SUPPLIED MATERIAL:
----
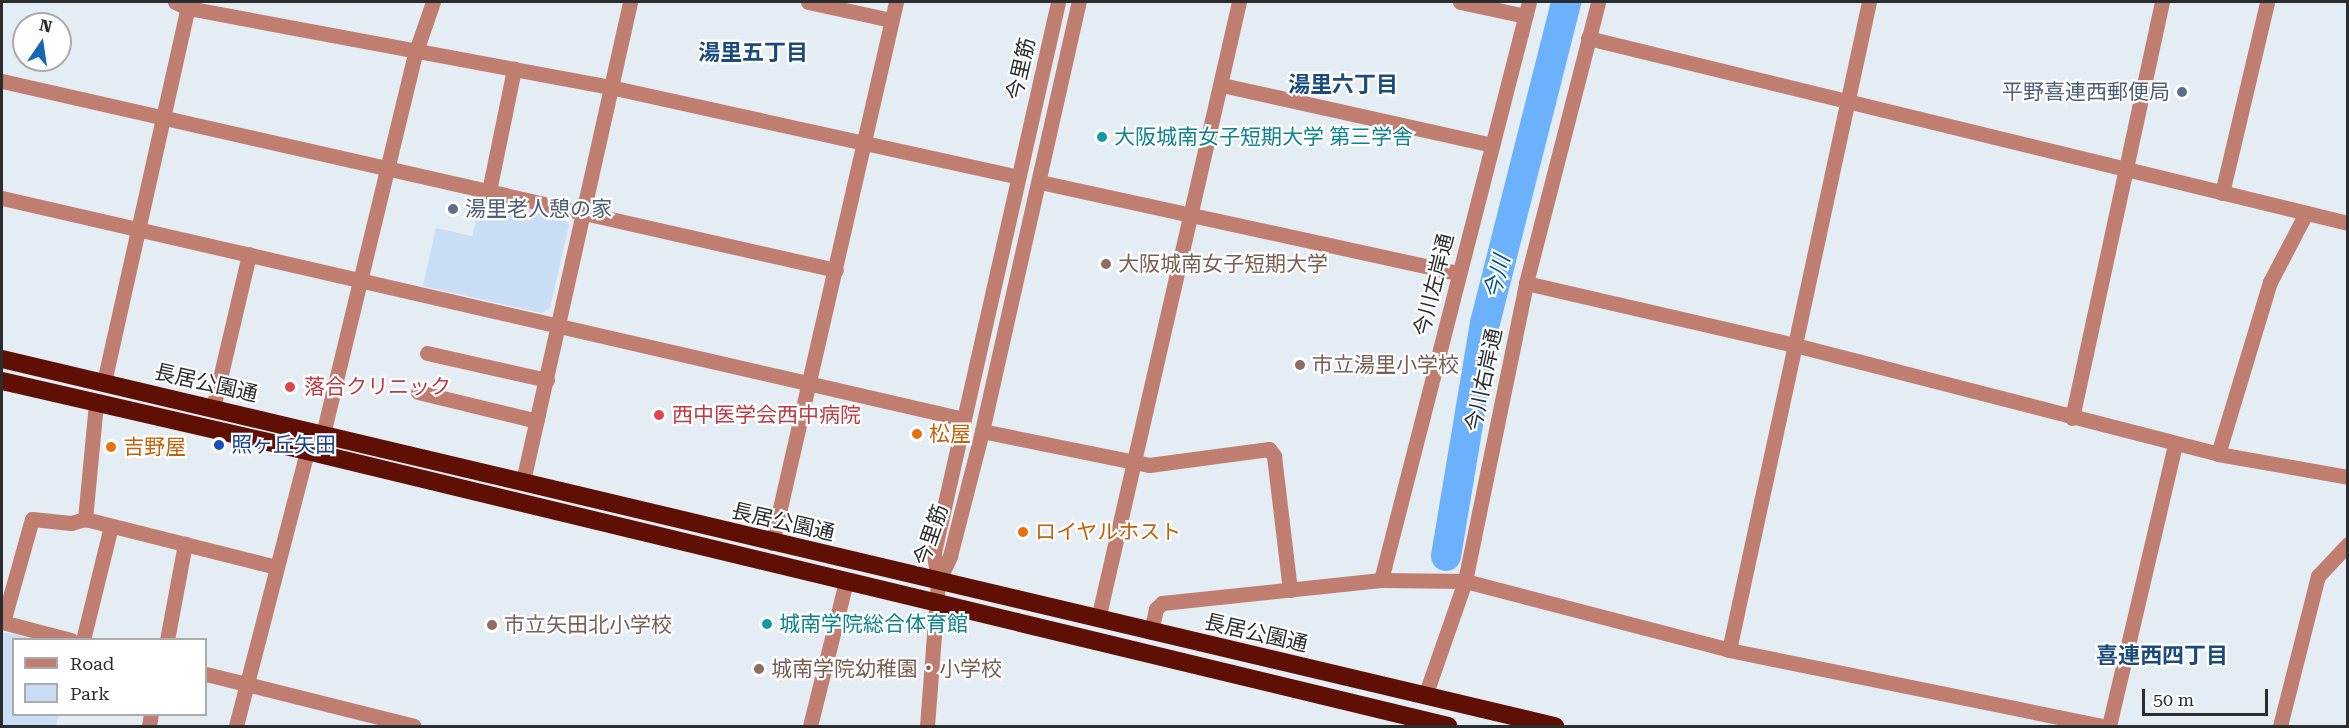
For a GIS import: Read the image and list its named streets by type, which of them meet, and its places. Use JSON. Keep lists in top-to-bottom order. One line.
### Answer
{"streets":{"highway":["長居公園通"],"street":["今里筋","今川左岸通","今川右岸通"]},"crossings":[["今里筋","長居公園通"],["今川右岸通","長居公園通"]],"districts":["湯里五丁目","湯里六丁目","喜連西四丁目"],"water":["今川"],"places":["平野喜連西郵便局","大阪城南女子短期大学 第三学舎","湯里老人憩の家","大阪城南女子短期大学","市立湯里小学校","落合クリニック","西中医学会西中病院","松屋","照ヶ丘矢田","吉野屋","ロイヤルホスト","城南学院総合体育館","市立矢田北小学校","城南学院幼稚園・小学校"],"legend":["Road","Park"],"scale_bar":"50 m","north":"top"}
----
DIRECTIONS FOR THIS TASK:
Transcribe the listing word for word, but keep its pictures out of the copy.

WRITTEN SOLUTION:
For a GIS import: Read the image and list its named streets by type, which of them meet, and its places. Use JSON. Keep lists in top-to-bottom order. One line.
### Answer
{"streets":{"highway":["長居公園通"],"street":["今里筋","今川左岸通","今川右岸通"]},"crossings":[["今里筋","長居公園通"],["今川右岸通","長居公園通"]],"districts":["湯里五丁目","湯里六丁目","喜連西四丁目"],"water":["今川"],"places":["平野喜連西郵便局","大阪城南女子短期大学 第三学舎","湯里老人憩の家","大阪城南女子短期大学","市立湯里小学校","落合クリニック","西中医学会西中病院","松屋","照ヶ丘矢田","吉野屋","ロイヤルホスト","城南学院総合体育館","市立矢田北小学校","城南学院幼稚園・小学校"],"legend":["Road","Park"],"scale_bar":"50 m","north":"top"}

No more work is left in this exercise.